Before the US housing crisis, before the US financial crisis, before the European debt crisis, the Federal Reserve used to raise interest rates.
It’s been more than nine years since the US central bank hiked rates—which is a way policymakers tap the brakes on economic growth. In fact, the Fed has been doing the opposite. It’s been flooring the gas pedal on the economy (or at least trying to) by pushing interest rates to nearly 0%.
But there’s a huge desire among a lot of people to get back to the “good old days” of slowing things down. Why?
People who think raising rates is a good idea—they’re known as “hawks” in financial-ese—tend to point to a bunch of things. But for the most part, they note that the US unemployment rate has fallen sharply. It touched 5.1% in August, down from a crisis-era peak of 10% in late 2009.
That’s below the average of 6% for the last 20 years. In other words, unemployment is pretty much back to normal. From their perspective, the Fed has done its job. Now the central bank should try to get back to a more ordinary interest rate policy. Sounds reasonable enough.
But the US unemployment rate is just one of the ways you can measure the health of US labor markets. And not all these metrics look so hot. For instance, a broader gauge of unemployment known as the U-6 rate includes workers who’ve stopped looking for work because they don’t think they can get a job, or those who are working part-time because they can’t find full-time work. The U-6 gauge also shows improvement, falling to 10.3% in August.
But that’s not terrific. A reading of 10.3% is on par with the worst days of the “jobless recovery” after the 2001-02 recession. That’s a far cry from the “maximum employment” that is a Federal Reserve objective set by law.
The law governing the Fed also sets other goals, including price stability. The Fed’s super-easy-money policy hasn’t quite gotten it back to the right spot either.
In practice, the Fed aims to hit an inflation target—defined by the so-called PCE inflation gauge, excluding food and energy—of roughly 2% a year. It’s not there yet. In fact, it’s going in the wrong direction. PCE inflation, excluding food and energy, was 1.2% in July, the most recent data available. (This is the Fed’s most important gauge of inflation.) That’s the lowest since 2011, when the US was scrambling to escape the deflationary vortex set off by the Great Recession and financial crisis.
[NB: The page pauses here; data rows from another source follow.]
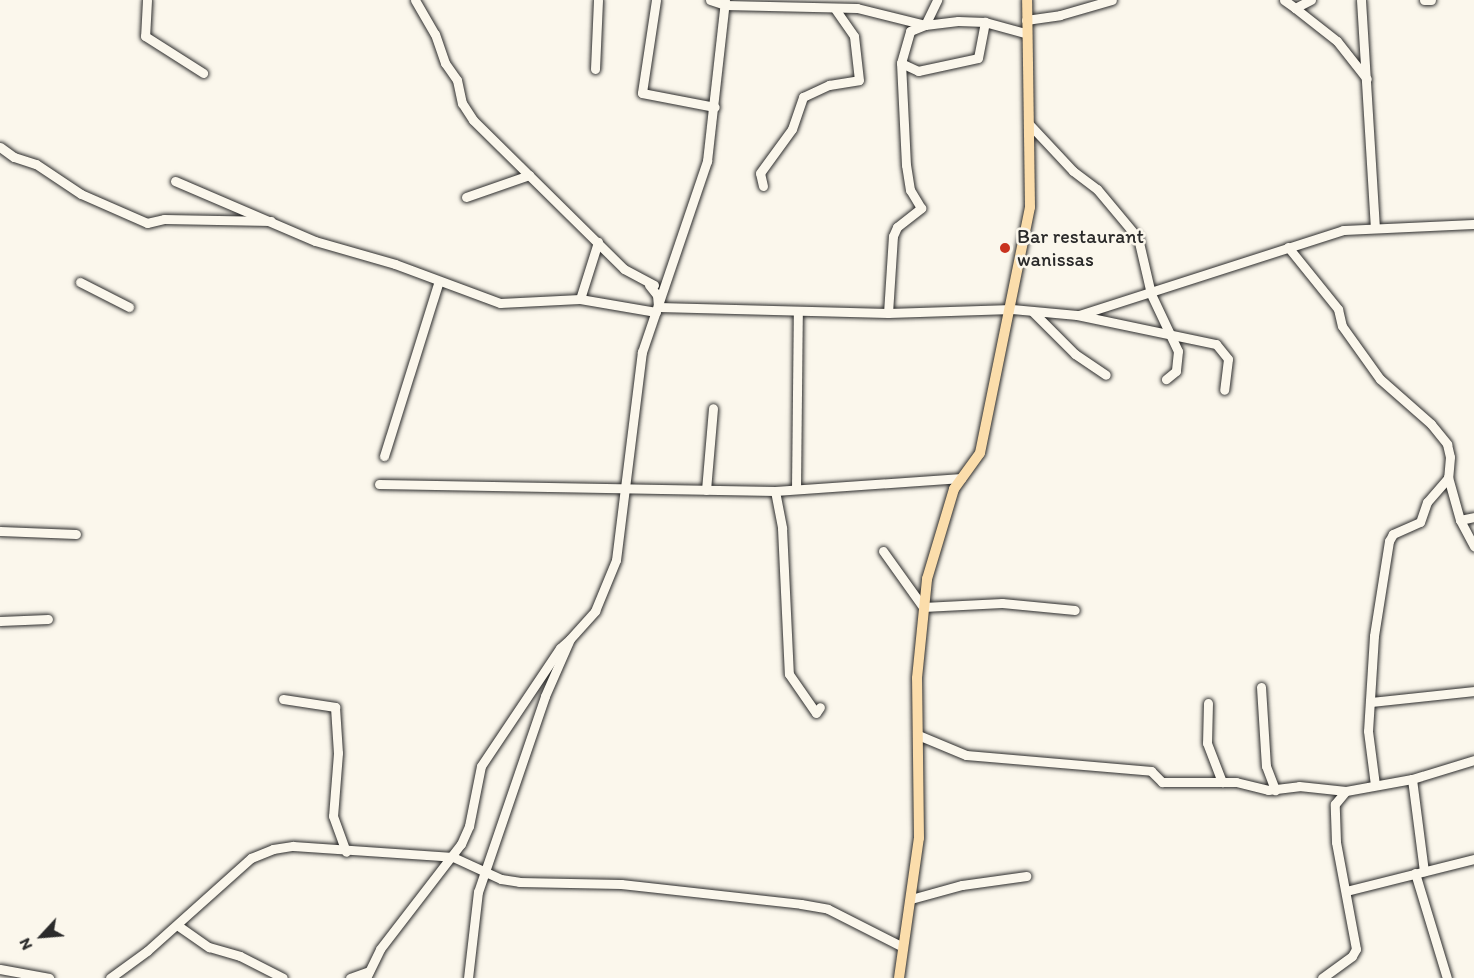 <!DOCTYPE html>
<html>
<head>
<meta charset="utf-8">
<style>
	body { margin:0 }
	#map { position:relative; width:1474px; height:978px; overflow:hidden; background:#fbf7ec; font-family:Itim,sans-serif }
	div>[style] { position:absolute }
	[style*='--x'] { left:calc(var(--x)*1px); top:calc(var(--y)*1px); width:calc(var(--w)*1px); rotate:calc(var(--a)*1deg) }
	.roads { filter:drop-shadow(0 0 2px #2b2b2b) drop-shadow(0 0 2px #2b2b2b) }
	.minor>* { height:9px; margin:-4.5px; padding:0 4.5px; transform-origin:4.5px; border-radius:4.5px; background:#fbf7ec }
	.major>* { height:10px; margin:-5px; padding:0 5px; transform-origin:5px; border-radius:5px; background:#fbddab }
	.dots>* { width:16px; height:16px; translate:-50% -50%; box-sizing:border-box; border:3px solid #fbf7ec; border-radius:50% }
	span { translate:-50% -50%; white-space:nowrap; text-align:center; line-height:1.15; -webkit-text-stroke:5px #fbf7ec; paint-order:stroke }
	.poi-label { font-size:20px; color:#2b2b2b }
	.left { translate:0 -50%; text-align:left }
	.north { position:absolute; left:12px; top:906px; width:60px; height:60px; -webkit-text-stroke:4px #fbf7ec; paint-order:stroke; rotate:244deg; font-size:16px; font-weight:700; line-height:24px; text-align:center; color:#2b2b2b }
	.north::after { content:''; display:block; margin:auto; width:21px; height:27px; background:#2b2b2b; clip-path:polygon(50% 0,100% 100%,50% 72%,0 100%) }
</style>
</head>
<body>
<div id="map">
	<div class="roads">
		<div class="minor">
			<div style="--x:147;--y:0;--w:36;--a:93"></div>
			<div style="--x:145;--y:36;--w:69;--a:32.5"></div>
			<div style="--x:415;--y:0;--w:39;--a:60"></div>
			<div style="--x:435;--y:34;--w:31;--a:71"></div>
			<div style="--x:445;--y:63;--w:21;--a:55"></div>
			<div style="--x:457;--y:80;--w:24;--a:78"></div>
			<div style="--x:462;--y:103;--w:20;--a:57"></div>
			<div style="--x:473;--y:120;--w:212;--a:44.6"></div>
			<div style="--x:624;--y:269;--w:34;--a:28"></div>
			<div style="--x:656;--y:0;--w:94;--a:98.6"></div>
			<div style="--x:642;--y:93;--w:74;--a:10.9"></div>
			<div style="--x:710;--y:0;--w:16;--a:18"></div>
			<div style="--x:725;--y:5;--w:132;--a:1.3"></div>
			<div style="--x:857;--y:8;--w:70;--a:14"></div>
			<div style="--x:1284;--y:0;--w:14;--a:36"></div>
			<div style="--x:1295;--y:8;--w:18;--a:-27"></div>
			<div style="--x:1361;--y:0;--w:227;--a:86.5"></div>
			<div style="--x:1424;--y:0;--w:7;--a:0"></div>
			<div style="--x:1295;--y:8;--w:53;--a:38.2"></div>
			<div style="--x:1337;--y:41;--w:48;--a:51.7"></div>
			<div style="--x:1026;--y:20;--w:34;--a:-8"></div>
			<div style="--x:1060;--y:15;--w:54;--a:-16.1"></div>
			<div style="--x:925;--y:25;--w:28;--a:-64"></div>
			<div style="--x:901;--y:63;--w:19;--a:25"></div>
			<div style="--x:918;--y:71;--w:61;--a:-12.2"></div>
			<div style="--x:978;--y:58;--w:37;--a:-79"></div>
			<div style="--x:595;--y:69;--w:69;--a:-87.5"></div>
			<div style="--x:1030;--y:125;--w:63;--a:46.9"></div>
			<div style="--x:1073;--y:171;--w:30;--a:37"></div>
			<div style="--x:1097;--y:189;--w:64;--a:50.1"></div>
			<div style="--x:1138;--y:238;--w:57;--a:76.9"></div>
			<div style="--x:1151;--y:294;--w:63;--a:64.7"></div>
			<div style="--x:1178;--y:351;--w:20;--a:96"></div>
			<div style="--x:1176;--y:371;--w:13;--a:141"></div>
			<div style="--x:0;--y:147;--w:17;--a:36"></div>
			<div style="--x:14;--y:157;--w:23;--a:18"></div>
			<div style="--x:36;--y:164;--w:54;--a:33.7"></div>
			<div style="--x:81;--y:194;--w:72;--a:23.7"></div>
			<div style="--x:147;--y:223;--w:17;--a:-13"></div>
			<div style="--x:164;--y:219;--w:107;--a:1.1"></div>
			<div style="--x:175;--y:181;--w:152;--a:23.2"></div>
			<div style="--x:315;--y:241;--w:83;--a:16"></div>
			<div style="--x:395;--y:264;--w:112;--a:20.4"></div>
			<div style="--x:500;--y:303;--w:80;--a:-2.9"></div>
			<div style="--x:580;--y:299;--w:77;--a:9.7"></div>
			<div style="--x:763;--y:186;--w:13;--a:-103"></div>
			<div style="--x:760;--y:173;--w:54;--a:-54"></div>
			<div style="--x:792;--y:129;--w:34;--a:-71"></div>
			<div style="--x:803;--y:97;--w:29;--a:-25"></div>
			<div style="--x:829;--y:85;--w:30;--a:-9"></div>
			<div style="--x:859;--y:80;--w:44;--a:-96.5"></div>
			<div style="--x:854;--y:36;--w:32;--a:-125"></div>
			<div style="--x:466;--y:197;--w:67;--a:-19.2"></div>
			<div style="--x:1288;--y:247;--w:80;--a:51.1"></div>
			<div style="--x:1338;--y:309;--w:17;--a:77"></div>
			<div style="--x:1342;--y:326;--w:65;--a:54.4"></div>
			<div style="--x:1380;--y:379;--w:68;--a:41.4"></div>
			<div style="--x:1431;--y:424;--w:26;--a:51"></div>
			<div style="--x:1447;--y:444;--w:13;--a:77"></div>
			<div style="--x:1450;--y:457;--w:21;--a:95"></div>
			<div style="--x:1448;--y:478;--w:32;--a:131"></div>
			<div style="--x:1427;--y:502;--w:21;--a:109"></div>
			<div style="--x:1420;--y:522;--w:30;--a:156"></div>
			<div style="--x:1393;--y:534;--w:8;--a:120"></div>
			<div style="--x:1389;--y:541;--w:96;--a:99"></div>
			<div style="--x:1374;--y:636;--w:95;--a:93.6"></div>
			<div style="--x:1368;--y:731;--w:54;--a:82.6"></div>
			<div style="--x:80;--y:282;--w:55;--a:27"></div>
			<div style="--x:649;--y:285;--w:13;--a:51"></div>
			<div style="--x:657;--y:295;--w:12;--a:85"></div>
			<div style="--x:658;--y:307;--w:230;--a:1.5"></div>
			<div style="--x:888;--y:313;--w:124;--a:-1.8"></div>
			<div style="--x:1012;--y:309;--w:65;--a:5.3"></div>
			<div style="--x:1077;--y:315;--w:142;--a:11.8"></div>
			<div style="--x:1216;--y:344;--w:19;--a:51"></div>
			<div style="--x:1228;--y:359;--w:31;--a:97"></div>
			<div style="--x:580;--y:299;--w:60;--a:-72.5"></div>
			<div style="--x:1032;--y:311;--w:61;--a:45"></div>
			<div style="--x:1075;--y:354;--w:37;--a:34"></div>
			<div style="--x:888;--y:313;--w:77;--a:-86.3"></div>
			<div style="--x:893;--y:236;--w:10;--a:-66"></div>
			<div style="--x:897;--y:227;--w:31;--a:-38"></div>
			<div style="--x:921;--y:208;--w:21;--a:-121"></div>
			<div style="--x:910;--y:190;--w:25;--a:-99"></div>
			<div style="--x:906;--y:165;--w:102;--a:-92.8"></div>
			<div style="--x:901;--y:63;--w:33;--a:-74"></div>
			<div style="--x:910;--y:31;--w:16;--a:-22"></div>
			<div style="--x:925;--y:25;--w:33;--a:-7"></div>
			<div style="--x:958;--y:21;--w:27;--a:2"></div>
			<div style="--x:985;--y:22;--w:41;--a:15.4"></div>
			<div style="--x:1079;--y:315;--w:277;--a:-17.8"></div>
			<div style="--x:1343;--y:230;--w:131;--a:-2.6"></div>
			<div style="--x:384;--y:456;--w:183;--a:-72.6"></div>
			<div style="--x:1448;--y:477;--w:45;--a:74.4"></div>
			<div style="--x:1460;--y:520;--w:30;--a:62"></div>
			<div style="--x:379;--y:484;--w:396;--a:1"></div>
			<div style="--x:775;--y:491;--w:187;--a:-4"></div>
			<div style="--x:796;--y:489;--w:177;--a:-89.4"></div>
			<div style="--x:706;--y:490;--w:82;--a:-85.1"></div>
			<div style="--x:775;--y:491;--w:38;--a:79"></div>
			<div style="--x:782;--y:528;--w:146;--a:87.3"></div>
			<div style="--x:789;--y:674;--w:47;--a:55.3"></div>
			<div style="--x:816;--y:713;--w:7;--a:-56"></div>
			<div style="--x:1460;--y:520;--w:14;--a:-12"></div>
			<div style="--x:0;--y:531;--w:76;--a:2.3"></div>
			<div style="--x:883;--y:551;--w:69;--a:54.5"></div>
			<div style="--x:923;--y:607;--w:79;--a:-2.9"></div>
			<div style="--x:1002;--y:603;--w:73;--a:5.5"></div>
			<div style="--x:0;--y:621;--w:48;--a:-2.4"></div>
			<div style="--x:1261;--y:687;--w:79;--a:86.4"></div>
			<div style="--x:1266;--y:766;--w:26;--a:69"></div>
			<div style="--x:283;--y:699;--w:53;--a:8.7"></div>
			<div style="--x:335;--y:707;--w:46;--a:86.3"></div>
			<div style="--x:338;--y:753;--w:63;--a:94.5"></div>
			<div style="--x:333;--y:816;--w:38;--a:70"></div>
			<div style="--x:1371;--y:702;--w:104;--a:-6.1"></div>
			<div style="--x:1208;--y:703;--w:40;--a:91.4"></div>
			<div style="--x:1207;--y:743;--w:42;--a:69"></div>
			<div style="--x:918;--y:735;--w:52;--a:22.6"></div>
			<div style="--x:966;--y:755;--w:186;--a:4.9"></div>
			<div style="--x:1151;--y:771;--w:16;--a:45"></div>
			<div style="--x:1162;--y:782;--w:74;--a:0"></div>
			<div style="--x:1236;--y:782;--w:33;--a:14"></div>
			<div style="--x:1268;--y:790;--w:31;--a:-7"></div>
			<div style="--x:1299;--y:786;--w:47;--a:6.1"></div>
			<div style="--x:1346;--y:791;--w:67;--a:-10.3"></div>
			<div style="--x:1412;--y:779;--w:65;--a:-17"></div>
			<div style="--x:1412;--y:779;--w:93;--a:82.6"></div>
			<div style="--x:1415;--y:873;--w:110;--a:73.1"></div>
			<div style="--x:1346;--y:891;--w:132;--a:-14"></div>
			<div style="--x:911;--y:899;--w:53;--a:-15.4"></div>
			<div style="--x:962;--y:885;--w:65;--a:-8"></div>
			<div style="--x:177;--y:925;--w:39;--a:35"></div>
			<div style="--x:209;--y:947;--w:32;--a:16"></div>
			<div style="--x:240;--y:956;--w:48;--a:27.1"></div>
			<div style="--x:0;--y:969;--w:50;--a:10.4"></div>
			<div style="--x:110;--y:978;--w:46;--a:-36.1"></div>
			<div style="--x:147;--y:951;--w:140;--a:-41.8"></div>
			<div style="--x:251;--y:858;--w:24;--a:-22"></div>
			<div style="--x:273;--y:849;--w:20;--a:-9"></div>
			<div style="--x:293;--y:846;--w:160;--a:3.9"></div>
			<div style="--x:453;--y:857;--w:53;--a:24.6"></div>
			<div style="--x:501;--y:879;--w:18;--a:9"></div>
			<div style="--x:519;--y:882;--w:102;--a:1.1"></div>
			<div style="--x:621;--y:884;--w:181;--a:6.3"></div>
			<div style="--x:801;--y:904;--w:27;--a:10"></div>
			<div style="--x:828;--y:909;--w:84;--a:26.9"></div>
			<div style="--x:350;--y:978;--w:20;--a:-20"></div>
			<div style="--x:366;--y:978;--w:32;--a:-64"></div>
			<div style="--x:380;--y:949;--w:133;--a:-52.4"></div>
			<div style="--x:461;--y:844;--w:20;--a:-66"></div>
			<div style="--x:469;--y:826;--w:61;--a:-78.7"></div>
			<div style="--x:481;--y:766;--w:142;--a:-56.2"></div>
			<div style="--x:560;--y:648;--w:12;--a:-42"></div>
			<div style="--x:468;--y:978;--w:87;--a:-83.4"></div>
			<div style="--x:478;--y:892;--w:207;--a:-71.1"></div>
			<div style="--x:545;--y:696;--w:62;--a:-66.3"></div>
			<div style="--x:570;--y:639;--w:38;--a:-48"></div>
			<div style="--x:595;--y:611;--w:55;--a:-67.6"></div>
			<div style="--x:616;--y:560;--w:210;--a:-82.9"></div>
			<div style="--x:642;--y:352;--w:202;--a:-71.2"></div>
			<div style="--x:707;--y:161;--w:162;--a:-83.6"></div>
			<div style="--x:1322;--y:978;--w:37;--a:-36"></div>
			<div style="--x:1352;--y:956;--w:8;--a:-60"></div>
			<div style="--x:1356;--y:949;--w:109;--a:-100.6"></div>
			<div style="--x:1336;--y:842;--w:38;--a:-92"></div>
			<div style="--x:1335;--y:804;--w:17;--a:-50"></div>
		</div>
		<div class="major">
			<div style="--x:899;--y:978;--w:141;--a:-81.9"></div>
			<div style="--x:919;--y:838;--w:160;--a:-90.7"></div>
			<div style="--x:917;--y:678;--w:100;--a:-84.2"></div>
			<div style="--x:927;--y:579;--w:94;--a:-73.3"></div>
			<div style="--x:954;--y:489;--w:44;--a:-54.2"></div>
			<div style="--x:980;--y:453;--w:251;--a:-78.5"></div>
			<div style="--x:1030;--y:207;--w:207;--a:-90.8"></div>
		</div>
	</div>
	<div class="dots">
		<div style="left:1005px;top:248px;background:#c8321e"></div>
	</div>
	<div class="poi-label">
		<span class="left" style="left:1017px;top:248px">Bar restaurant<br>wanissas</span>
	</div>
	<div class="north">N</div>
</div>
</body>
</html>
Now, global economic and financial forces are threatening to pull the US back into deflation once again. For instance, as expectations have grown that the Fed might raise interest rates, investors grabbed dollars in currency markets, pushing up its value. (You can think about interest rates as how much you earn for holding dollars, so higher rates make them more desirable.)
The rising dollar adds to deflation worries, as it makes imports cheaper.
Weak demand in China has factories there sharply cutting prices on goods, a lot of which are eventually imported to the US. This deflationary pressure is another reason why prices are having trouble climbing to the Fed’s target. And that argues for holding off on raising rates, at least until the economy is running hot enough to offset the downdrafts from overseas.
Meanwhile, the slowdown in China has sent financial markets into a tizzy lately. While the Fed wants to avoid the appearance of propping up stocks every time the market has a hiccup, the central bank is also concerned about how a decline in the market—the S&P 500 is down about 5% so far this year—can bleed into the real economy by making consumers less confident.
Even more important, the US corporate bond market fell along with the stock market. That widened the spread between yields on corporate bonds and the safety benchmark of US Treasurys. Translation? It’s gotten more expensive for businesses to borrow.
Widening credit spreads aren’t a red flag to worry about. When markets are choppy, investors get tighter with their money. But, effectively, it means borrowing costs have already gone up a little bit—which is exactly what the Fed would be doing if it raised interest rates.
In other words, the Fed doesn’t have to hike rates. The global economy and financial markets have already done it. The US central bank would be wise to hold its fire and see how the US economy—still finding its footing after the Great Recession—fares in response, before piling on an interest rate increase of its own.